We didn’t get here by accident. Women’s rights and gender equality standards have made enormous progress in recent years. We are living examples.
Yet that progress is far from complete or close to acceptable; and may be subject to reversal if not pursued resolutely.
Although more than a hundred years have passed since its establishment, the celebration of the 8 of March has not lost its critical significance.
It’s important on this day to express solidarity and support to all women – activists, human rights defenders, feminists, LGBTQ people and environmentalists: all those who seek equality and respect for the rights of women and discriminated groups.
It’s also time to turn this one day into every day: women can both celebrate and progress their achievement each and every day throughout the year.
As leaders, we implore everyone not to be bystanders when it comes to the rights and equality of women. In the future, we want every young woman to achieve her full potential no matter whether she chose to be a doctor, a mother, a teacher or a political leader like each of us.
What we have learned is that it has proved possible for women to break into what were nontraditional occupations and to do well in them. But we need many more doing that.
Leadership requires sacrifice and effort, it can be exhausting and even frightening since you have to take many people’s problems to heart every day. Women and men bring different things to their leadership roles and therefore we should all be at the table, bringing our whole selves.
In doing so, inclusive leadership and greater diversity will inevitably be the outcome. Yet our societies today appear more divided than ever before.
We must understand that our most pressing global problems cannot be solved in alienation, by anyone alone.
We must continue our joint efforts against hate speech, xenophobia and disparaging rhetoric against women, feminists, human rights defenders and excluded groups.
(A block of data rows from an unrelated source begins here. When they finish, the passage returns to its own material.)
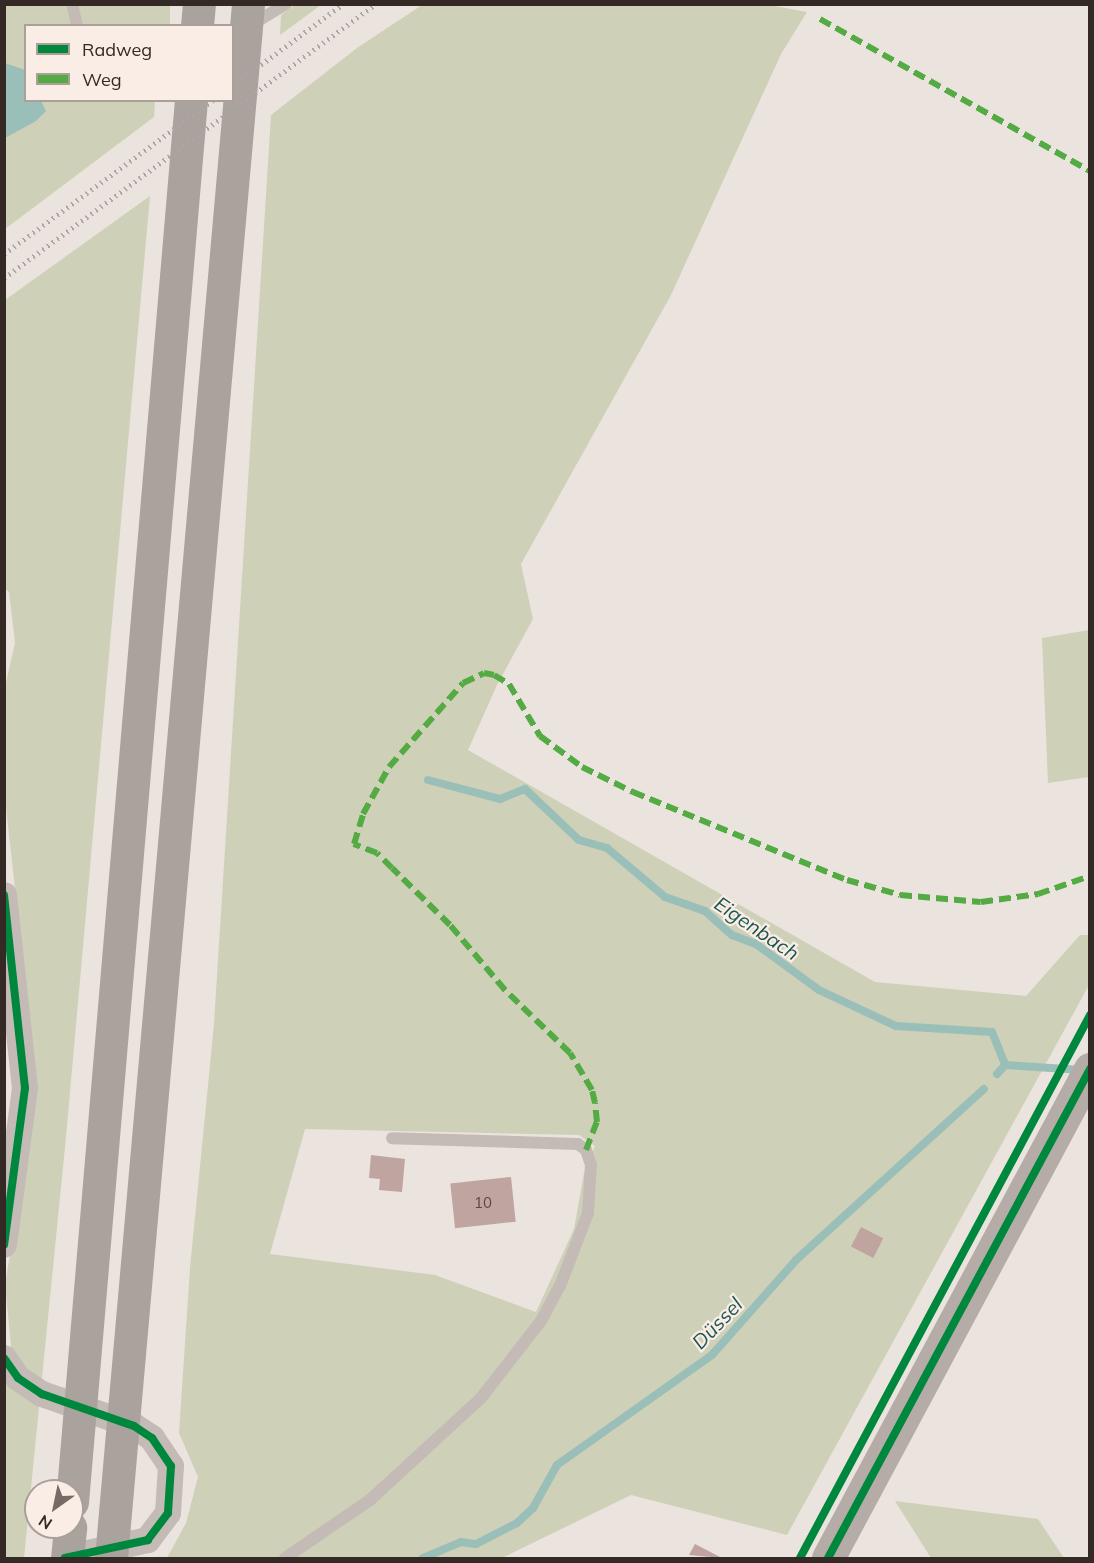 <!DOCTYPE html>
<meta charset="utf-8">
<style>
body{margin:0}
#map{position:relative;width:1094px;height:1563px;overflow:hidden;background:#ebe3de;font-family:Mulish,sans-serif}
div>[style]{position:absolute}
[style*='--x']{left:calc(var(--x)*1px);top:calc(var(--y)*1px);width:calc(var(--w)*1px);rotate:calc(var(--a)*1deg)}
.green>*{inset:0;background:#cfd0b8;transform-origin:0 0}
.water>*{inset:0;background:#9abfb9}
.stream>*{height:8px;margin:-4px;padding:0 4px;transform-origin:4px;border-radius:4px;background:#9abfb9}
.building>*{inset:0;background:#bfa49f;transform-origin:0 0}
.service>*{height:12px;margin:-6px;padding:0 6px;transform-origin:6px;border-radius:6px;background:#c4bbb7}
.minor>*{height:26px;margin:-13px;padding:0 13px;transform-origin:13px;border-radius:13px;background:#c4bbb7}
.secondary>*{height:33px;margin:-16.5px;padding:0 16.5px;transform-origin:16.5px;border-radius:16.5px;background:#b5aca8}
.motorway>*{height:33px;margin:-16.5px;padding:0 16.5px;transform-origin:16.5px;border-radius:16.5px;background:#aaa29d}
.rail>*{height:4.5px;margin-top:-2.25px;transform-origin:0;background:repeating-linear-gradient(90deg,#aca5a2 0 1.5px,transparent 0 6px)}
.quiet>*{height:6px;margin-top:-3px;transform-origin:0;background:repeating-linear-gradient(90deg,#54ab44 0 12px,transparent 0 18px)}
.cycleway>*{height:8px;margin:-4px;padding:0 4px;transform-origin:4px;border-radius:4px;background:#00873e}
span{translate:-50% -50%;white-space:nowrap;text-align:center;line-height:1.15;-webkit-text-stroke:4.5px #f9ede5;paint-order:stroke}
.number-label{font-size:15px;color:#584844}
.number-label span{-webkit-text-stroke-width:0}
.water-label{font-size:20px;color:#1b5652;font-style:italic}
.frame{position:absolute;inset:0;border:6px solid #352926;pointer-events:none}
.legend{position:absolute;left:24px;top:24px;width:210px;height:78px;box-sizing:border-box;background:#f9ede5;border:2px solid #ab9f99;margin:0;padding:8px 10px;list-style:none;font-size:18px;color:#352926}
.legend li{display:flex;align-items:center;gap:12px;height:30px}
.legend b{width:30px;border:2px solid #ab9f99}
.north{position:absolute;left:24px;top:1479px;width:60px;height:60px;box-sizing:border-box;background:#f9ede5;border:2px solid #ab9f99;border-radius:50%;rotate:213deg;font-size:16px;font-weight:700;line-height:24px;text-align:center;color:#352926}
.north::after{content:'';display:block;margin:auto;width:21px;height:27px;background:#756a66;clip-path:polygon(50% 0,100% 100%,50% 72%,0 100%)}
</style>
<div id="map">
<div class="green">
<div style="clip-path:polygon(evenodd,764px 4px,807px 12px,781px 54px,671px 295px,521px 564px,533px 619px,497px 685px,468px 750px,875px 982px,1026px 996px,1080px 935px,1089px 935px,1089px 985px,787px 1535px,631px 1495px,502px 1558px,167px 1558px,186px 1523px,198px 1477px,179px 1433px,190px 1268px,214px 1024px,271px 115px,357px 48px,422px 5px,764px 4px,305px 1129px,579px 1135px,595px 1146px,584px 1173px,574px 1229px,536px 1312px,435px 1275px,270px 1254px,305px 1129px)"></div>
<div style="clip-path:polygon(5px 5px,66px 5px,71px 25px,26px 26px,26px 100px,155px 101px,154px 117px,5px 229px)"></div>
<div style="left:78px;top:5px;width:92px;height:21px"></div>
<div style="clip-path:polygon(295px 5px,321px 5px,280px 35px,281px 15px)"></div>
<div style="clip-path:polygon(150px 196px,66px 1137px,24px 1558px,5px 1558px,4px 1372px,15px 1385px,5px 1285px,14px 1230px,23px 960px,4px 790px,5px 687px,15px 643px,9px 592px,4px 588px,5px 300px)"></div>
<div style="clip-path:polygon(1089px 630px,1089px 777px,1048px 783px,1042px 638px)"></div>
<div style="clip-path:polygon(895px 1501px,1038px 1519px,1064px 1558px,931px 1558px)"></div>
</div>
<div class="water">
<div style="clip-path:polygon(5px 63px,25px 70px,26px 100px,41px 101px,46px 111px,36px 121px,5px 138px)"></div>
</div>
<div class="stream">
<div style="--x:428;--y:780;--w:74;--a:14.8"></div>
<div style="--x:500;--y:799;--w:27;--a:-22"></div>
<div style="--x:525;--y:789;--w:74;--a:43.4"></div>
<div style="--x:579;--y:840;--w:29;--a:16"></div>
<div style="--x:607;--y:848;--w:76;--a:40.2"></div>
<div style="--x:665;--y:897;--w:42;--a:19.3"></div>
<div style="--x:705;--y:911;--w:36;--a:42"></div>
<div style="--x:732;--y:935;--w:26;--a:21"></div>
<div style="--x:756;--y:944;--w:78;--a:36.1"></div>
<div style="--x:819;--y:990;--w:85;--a:25.1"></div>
<div style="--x:896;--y:1026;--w:96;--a:3.6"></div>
<div style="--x:992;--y:1032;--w:35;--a:68"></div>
<div style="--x:997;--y:1074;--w:12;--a:-48"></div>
<div style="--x:1005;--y:1065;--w:77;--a:3.7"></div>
<div style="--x:423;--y:1558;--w:41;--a:-22.8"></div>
<div style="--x:461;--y:1542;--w:15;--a:8"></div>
<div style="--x:476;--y:1544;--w:46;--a:-27.1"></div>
<div style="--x:517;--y:1523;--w:22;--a:-43"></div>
<div style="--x:533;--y:1508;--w:49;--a:-60.8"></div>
<div style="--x:557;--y:1465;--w:190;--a:-35.4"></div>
<div style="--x:712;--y:1355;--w:127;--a:-48.5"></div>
<div style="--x:796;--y:1260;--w:254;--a:-42.3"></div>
</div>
<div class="building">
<div style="clip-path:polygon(371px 1155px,405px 1159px,402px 1192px,379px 1190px,380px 1179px,369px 1178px)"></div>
<div style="left:511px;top:1177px;width:45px;height:61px;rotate:84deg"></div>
<div style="left:861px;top:1227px;width:25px;height:22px;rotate:27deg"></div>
<div style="clip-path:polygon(695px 1544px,722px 1558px,689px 1555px)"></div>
</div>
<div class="service">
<div style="--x:72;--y:4;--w:23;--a:77"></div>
<div style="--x:251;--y:25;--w:41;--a:-31"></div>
<div style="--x:285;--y:1558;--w:103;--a:-34.3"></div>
<div style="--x:370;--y:1500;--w:151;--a:-42.6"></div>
<div style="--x:481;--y:1398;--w:98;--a:-52.1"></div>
<div style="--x:541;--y:1321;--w:40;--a:-62"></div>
<div style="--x:560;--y:1286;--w:78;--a:-69"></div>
<div style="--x:588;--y:1213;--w:48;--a:-86.4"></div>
<div style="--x:591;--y:1165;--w:16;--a:-108"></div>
<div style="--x:586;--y:1150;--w:10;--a:-143"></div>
<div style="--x:578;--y:1144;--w:186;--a:-178.2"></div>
</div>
<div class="minor">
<div style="--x:4;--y:895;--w:194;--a:83.8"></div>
<div style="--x:25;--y:1088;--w:158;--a:97.6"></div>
<div style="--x:4;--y:1358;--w:24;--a:55"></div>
<div style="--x:18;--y:1378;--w:29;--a:34"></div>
<div style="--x:42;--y:1394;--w:97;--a:19.2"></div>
<div style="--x:134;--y:1426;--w:22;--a:34"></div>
<div style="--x:152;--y:1438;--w:34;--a:56"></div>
<div style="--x:171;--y:1466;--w:47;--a:93.7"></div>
<div style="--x:168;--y:1513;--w:34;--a:127"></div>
<div style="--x:148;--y:1540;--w:85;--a:167.8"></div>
</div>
<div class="secondary">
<div style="--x:828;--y:1558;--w:555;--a:-61.82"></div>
</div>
<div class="motorway">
<div style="--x:197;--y:26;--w:22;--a:-85"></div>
<div style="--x:72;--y:1502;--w:1407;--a:-85.15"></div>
<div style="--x:67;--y:1558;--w:31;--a:-84"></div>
<div style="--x:111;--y:1558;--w:1560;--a:-84.96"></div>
</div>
<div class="rail">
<div style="--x:232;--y:86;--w:138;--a:-36.5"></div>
<div style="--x:4;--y:254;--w:260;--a:-36.4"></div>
<div style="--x:4;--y:278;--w:462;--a:-36.4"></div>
</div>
<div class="quiet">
<div style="--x:820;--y:19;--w:310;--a:29.4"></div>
<div style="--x:586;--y:1150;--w:30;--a:-69"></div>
<div style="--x:597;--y:1122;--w:19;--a:-96"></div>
<div style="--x:595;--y:1103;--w:13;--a:-103"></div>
<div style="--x:592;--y:1090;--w:43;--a:-120.7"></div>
<div style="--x:570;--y:1053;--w:91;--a:-135.9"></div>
<div style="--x:505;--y:990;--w:85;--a:-130.2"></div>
<div style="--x:450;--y:925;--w:81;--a:-135.5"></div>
<div style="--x:392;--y:868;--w:21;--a:-135"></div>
<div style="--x:377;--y:853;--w:25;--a:-159"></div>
<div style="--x:354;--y:844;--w:31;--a:-73"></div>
<div style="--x:363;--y:814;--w:54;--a:-61"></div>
<div style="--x:389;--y:767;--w:112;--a:-48.6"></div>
<div style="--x:463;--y:683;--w:23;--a:-25"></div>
<div style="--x:484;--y:673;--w:10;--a:11"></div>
<div style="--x:494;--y:675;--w:17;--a:31"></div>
<div style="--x:509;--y:684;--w:61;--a:59.2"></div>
<div style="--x:540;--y:736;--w:52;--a:36.4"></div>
<div style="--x:582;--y:767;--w:57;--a:26.1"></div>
<div style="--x:633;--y:792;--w:231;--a:22.4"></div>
<div style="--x:847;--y:880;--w:55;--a:15.8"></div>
<div style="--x:900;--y:895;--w:81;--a:4.9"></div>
<div style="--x:981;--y:902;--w:58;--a:-8"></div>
<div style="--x:1038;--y:894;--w:55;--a:-19.1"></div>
</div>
<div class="cycleway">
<div style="--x:4;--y:895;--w:194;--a:83.8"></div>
<div style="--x:25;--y:1088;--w:158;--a:97.6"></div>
<div style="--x:4;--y:1358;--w:24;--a:55"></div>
<div style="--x:18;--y:1378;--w:29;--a:34"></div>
<div style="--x:42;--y:1394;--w:97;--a:19.2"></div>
<div style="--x:134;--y:1426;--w:22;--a:34"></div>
<div style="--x:152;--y:1438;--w:34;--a:56"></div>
<div style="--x:171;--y:1466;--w:47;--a:93.7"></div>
<div style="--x:168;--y:1513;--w:34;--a:127"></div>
<div style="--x:148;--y:1540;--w:85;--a:167.8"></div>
<div style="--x:800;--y:1558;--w:616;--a:-61.89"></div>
<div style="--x:828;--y:1558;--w:555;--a:-61.82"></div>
</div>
<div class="number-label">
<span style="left:483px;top:1203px">10</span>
</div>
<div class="water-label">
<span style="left:757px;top:928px;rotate:34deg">Eigenbach</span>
<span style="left:717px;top:1323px;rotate:-46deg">Düssel</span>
</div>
<div class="frame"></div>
<ul class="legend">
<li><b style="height:8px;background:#00873e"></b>Radweg</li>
<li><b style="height:8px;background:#54ab44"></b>Weg</li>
</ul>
<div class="north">N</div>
</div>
Women must continue to find their voice regardless of how demanding it can be to take a stand. Shared societies will only be achieved when the expectations of leaders are accepted as, and expected to be, inclusive, diverse and challenging. There will always be much to do, but that is not a reason why we should not strive to do it.
The world is not on track to achieve gender equality by 2030, which is one of the goals of sustainable development. Based on current trends, it will take more than 200 years to close the gender gap in economic opportunity.
Therefore, we must continue the work started by early suffragettes and feminists, and then carried on by different generations along the way. Cultures may be different but cultural tradition cannot be a reason to dominate women or any other groups. Even in the most demanding of cultural and political circumstances, we must stand together so women and men take a shared responsibility in shaping the future.
On International Women’s Day let’s strengthen the she-for-she spirit and support one another with positive energy, empathetic understanding and shedding the silent stereotypes which create false boundaries of fear among us.
Our message to women at present is find the leader in yourself, find your voice, express with courage who you are, what you do and what you care about to become a beacon for others who will also find the courage, not only to follow you, but to create their own momentum. In doing so we will achieve change.